BILL ELLIOTT (No. 9 Dodge Dealers Dodge Intrepid R/T)

"If you took the rules today and ran in the '80s, you'd have a different outcome than you would today because of technology and the amount of what these guys are doing here today. From our standpoint it's a little more difficult, the way we raced here last fall and the way we raced (at Daytona) in February to overcome adversity. Before if you went to Atlanta, Darlington or Texas, if you started 43rd you've got an opportunity to race and pass cars all the way to the front. Here it depends on how you get cut off or how you get help. It's going to dictate your day. It's hard for me to grasp that kind of racing. I've never been a guy who likes to cut people off or whatever. You've got to do what you've got to do here. We went faster then, but it seemed safer. I knew we were running the speeds, but it never crossed my mind when I came in this place like it does today -- in a different way. It's just a different atmosphere. The way I see it, you're going to come in here and hope and pray that nothing happens during the race. You take 43 cars and put 'em together for 500 miles and somebody has a flat tire or blown engine or whatever, it can cause a problem. You can't run that many laps without somebody making a mistake. You just hope you're not part of that mistake. "I think we're all (apprehensive). Any time you walk in this place, we know there's risks in everything we do. We realize that at any race track we go to.
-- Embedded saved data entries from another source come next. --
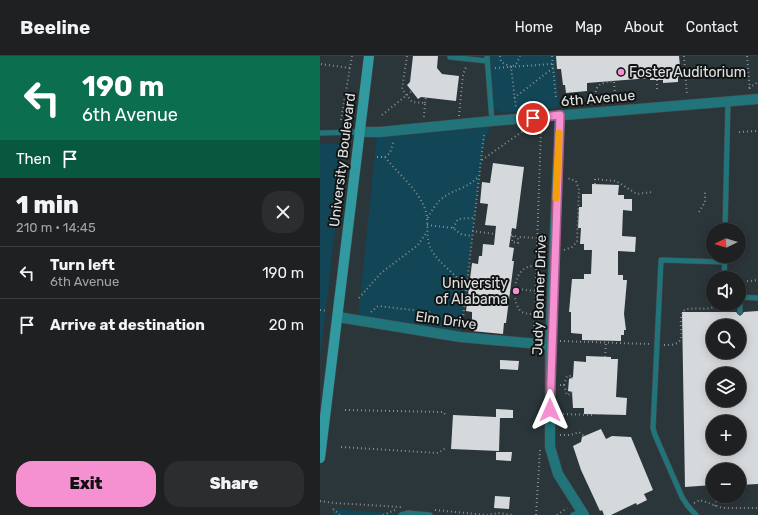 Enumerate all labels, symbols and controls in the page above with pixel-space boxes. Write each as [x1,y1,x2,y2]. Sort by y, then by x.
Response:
text: Beeline [20,16,90,39]
text: Home [515,19,553,36]
text: Map [575,19,602,36]
text: About [624,19,664,36]
text: Contact [686,19,738,36]
place label: Foster Auditorium [629,64,746,81]
marker: Foster Auditorium [616,67,626,77]
text: 190 m [82,70,165,103]
icon: left [16,72,68,124]
street label: 6th Avenue [560,87,636,110]
street label: University Boulevard [326,92,359,228]
pin [516,101,550,135]
text: 6th Avenue [82,104,178,126]
icon: arrive [522,107,544,129]
icon: arrive [59,148,81,170]
text: Then [16,150,51,168]
text: 1 min [16,191,79,219]
button: close [262,191,304,233]
text: 210 m · 14:45 [16,220,96,235]
north arrow [706,223,746,263]
map controls [706,223,746,503]
street label: Judy Bonner Drive [529,234,550,356]
text: Turn left [50,256,115,274]
icon: left [16,262,38,284]
text: 190 m [262,264,304,282]
button: sound [706,271,746,311]
text: 6th Avenue [50,274,119,289]
place label: University of Alabama [435,275,508,308]
marker: University of Alabama [511,286,521,296]
street label: Elm Drive [414,308,478,333]
icon: arrive [16,314,38,336]
text: Arrive at destination [50,316,205,334]
text: 20 m [269,316,304,334]
button: search [706,319,746,359]
button: layers [706,367,746,407]
position arrow [529,389,571,431]
button: + [706,415,746,455]
button: Exit [16,461,156,507]
button: Share [164,461,304,507]
button: − [706,463,746,503] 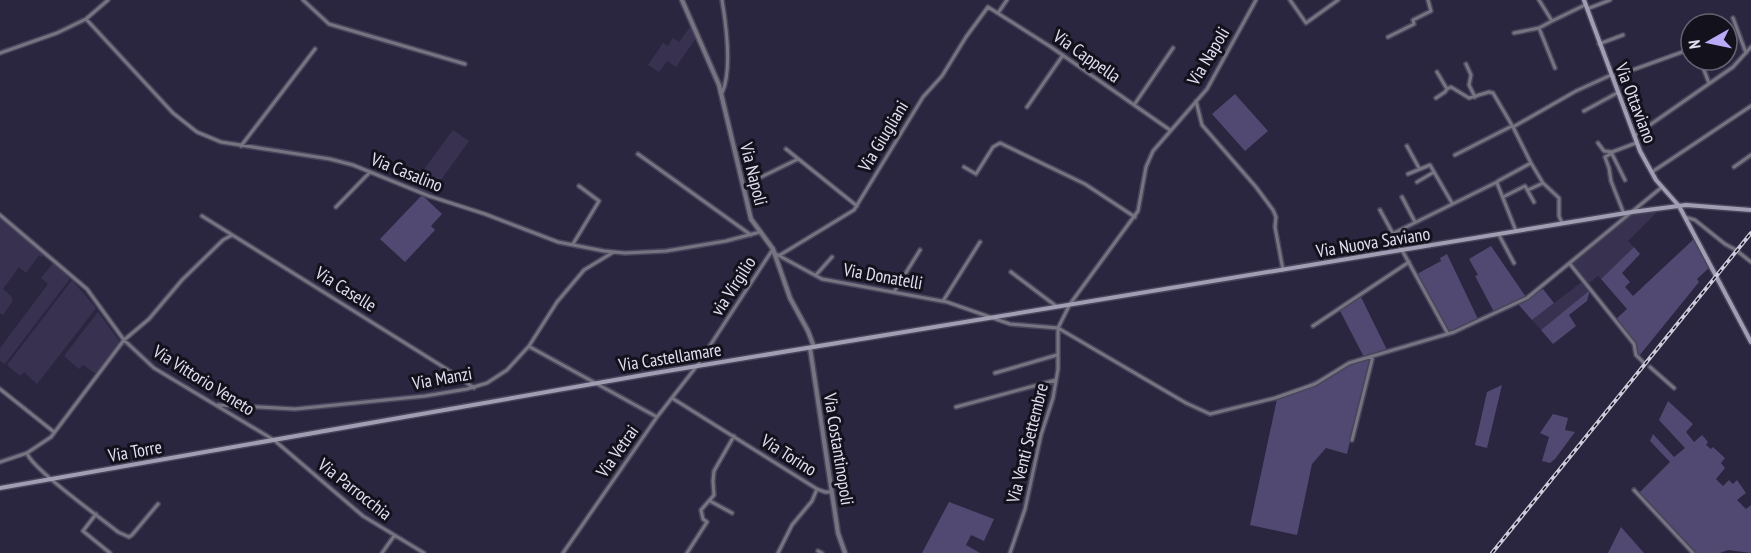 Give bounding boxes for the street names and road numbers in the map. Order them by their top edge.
street label: Via Napoli [1181,23,1234,90]
street label: Via Cappella [1048,24,1125,88]
street label: Via Ottaviano [1610,59,1662,147]
street label: Via Giugliani [852,96,913,177]
street label: Via Napoli [735,139,773,208]
street label: Via Casalino [367,147,447,197]
street label: Via Nuova Saviano [1313,222,1432,263]
street label: via Virgilio [705,252,761,320]
street label: Via Donatelli [841,258,924,294]
street label: Via Caselle [310,261,381,317]
street label: Via Castellamare [616,338,723,377]
street label: Via Vittorio Veneto [148,339,259,420]
street label: Via Manzi [409,361,474,395]
street label: Via Venti Settembre [1001,381,1053,506]
street label: Via Costantinopoli [819,390,859,507]
street label: Via Vetrai [590,420,643,482]
street label: Via Torino [756,428,821,481]
street label: Via Torre [105,435,164,467]
street label: Via Parrocchia [313,452,396,525] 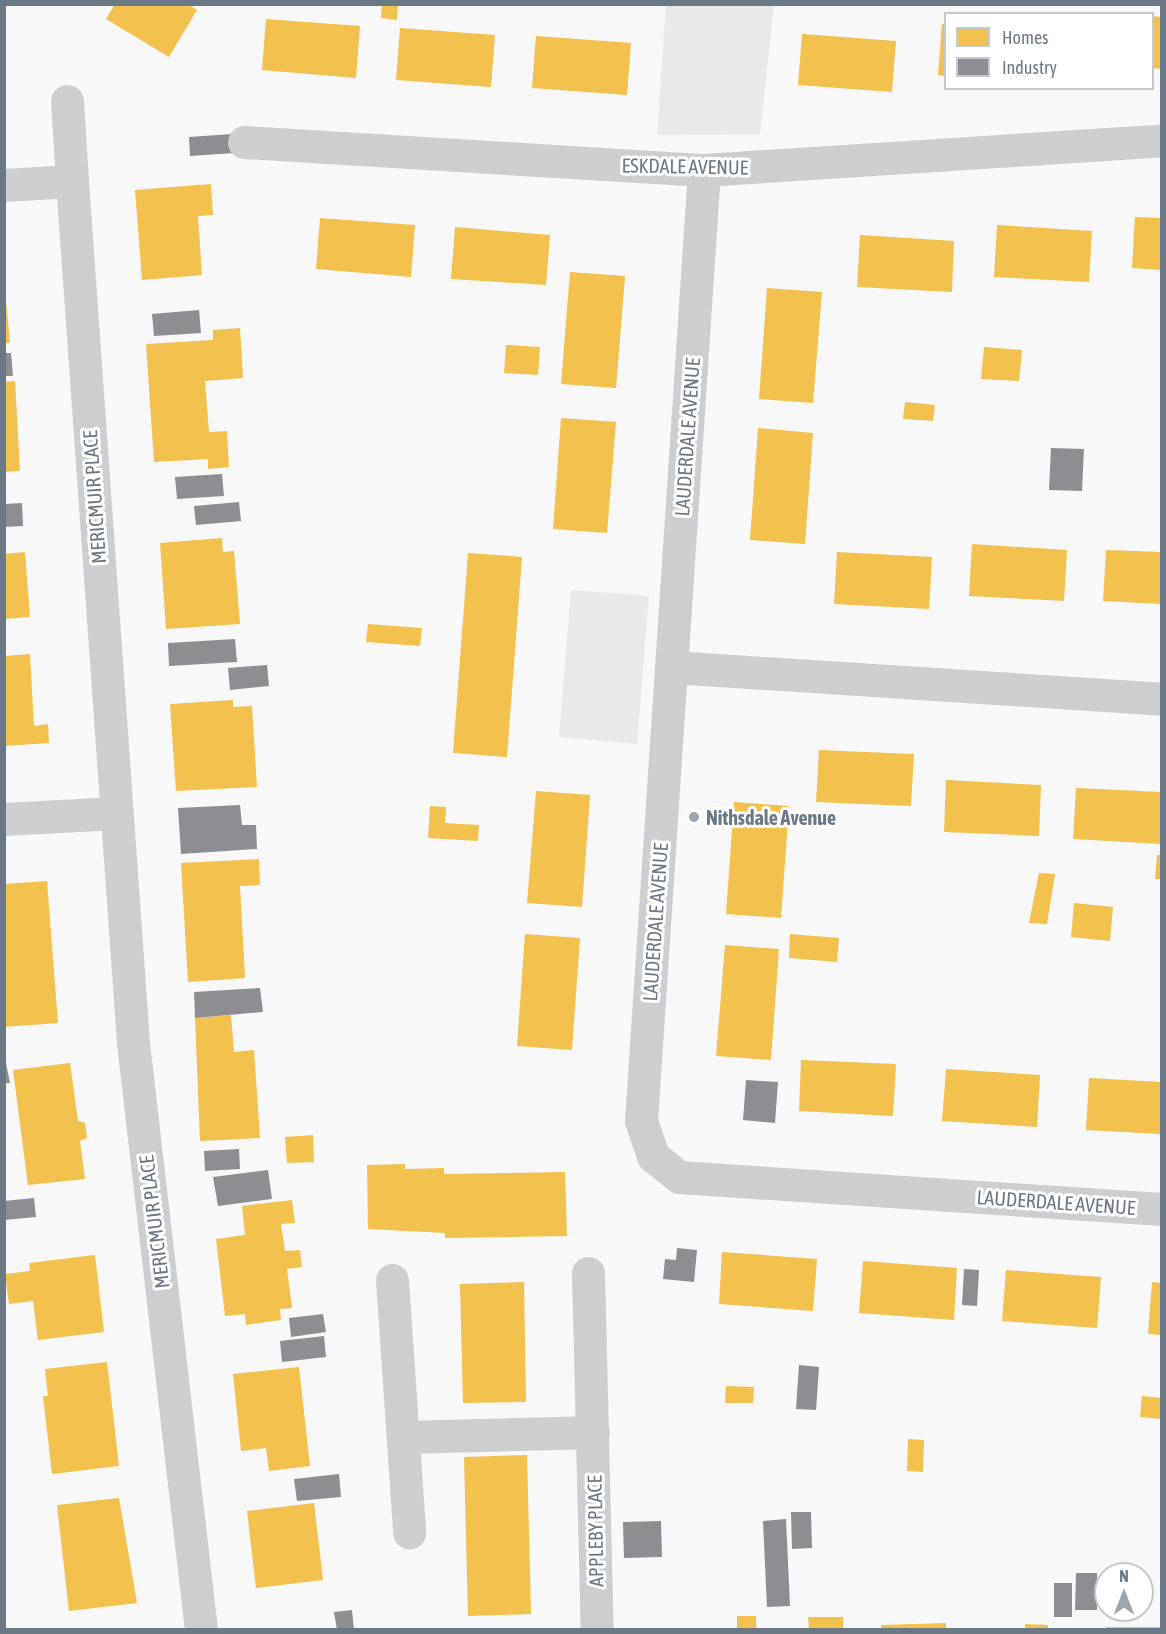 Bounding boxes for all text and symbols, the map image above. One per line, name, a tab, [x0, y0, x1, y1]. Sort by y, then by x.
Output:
legend	[944, 12, 1154, 90]
text: Homes	[1002, 27, 1048, 48]
text: Industry	[1002, 57, 1057, 78]
street label: ESKDALE AVENUE	[622, 153, 748, 179]
street label: LAUDERDALE AVENUE	[669, 357, 705, 517]
street label: MERICMUIR PLACE	[77, 429, 111, 565]
place label: Nithsdale Avenue	[706, 805, 836, 829]
marker: Nithsdale Avenue	[687, 810, 701, 824]
street label: LAUDERDALE AVENUE	[637, 842, 673, 1002]
street label: MERICMUIR PLACE	[134, 1154, 174, 1290]
street label: LAUDERDALE AVENUE	[976, 1184, 1136, 1220]
street label: APPLEBY PLACE	[582, 1475, 608, 1587]
north arrow	[1094, 1562, 1154, 1622]
text: N	[1119, 1567, 1129, 1585]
I think it brings reality out from what happened to the last four drivers over the last year. That's reality. That's reality to everyone. We've got to learn from the mistakes that have happened in the past. We've got to get through that. What I see, you come here and it puts you in that box. The first hundred laps you can give a guy that six inches or that foot to get in. The later it gets in the race, that six inches or two inches or one inch is not going to be there in the last 10 laps. That's where you start putting yourself in a box and you can't get out. You've got to race. Looking back at the circumstances at Daytona, we lost 20 something cars on the back straightaway and you went down to the end of the race and there was still 15 or 20 cars fighting for the race win. I know when we went down the back straightaway on the last lap, it was a heck of a deal, I'm telling you.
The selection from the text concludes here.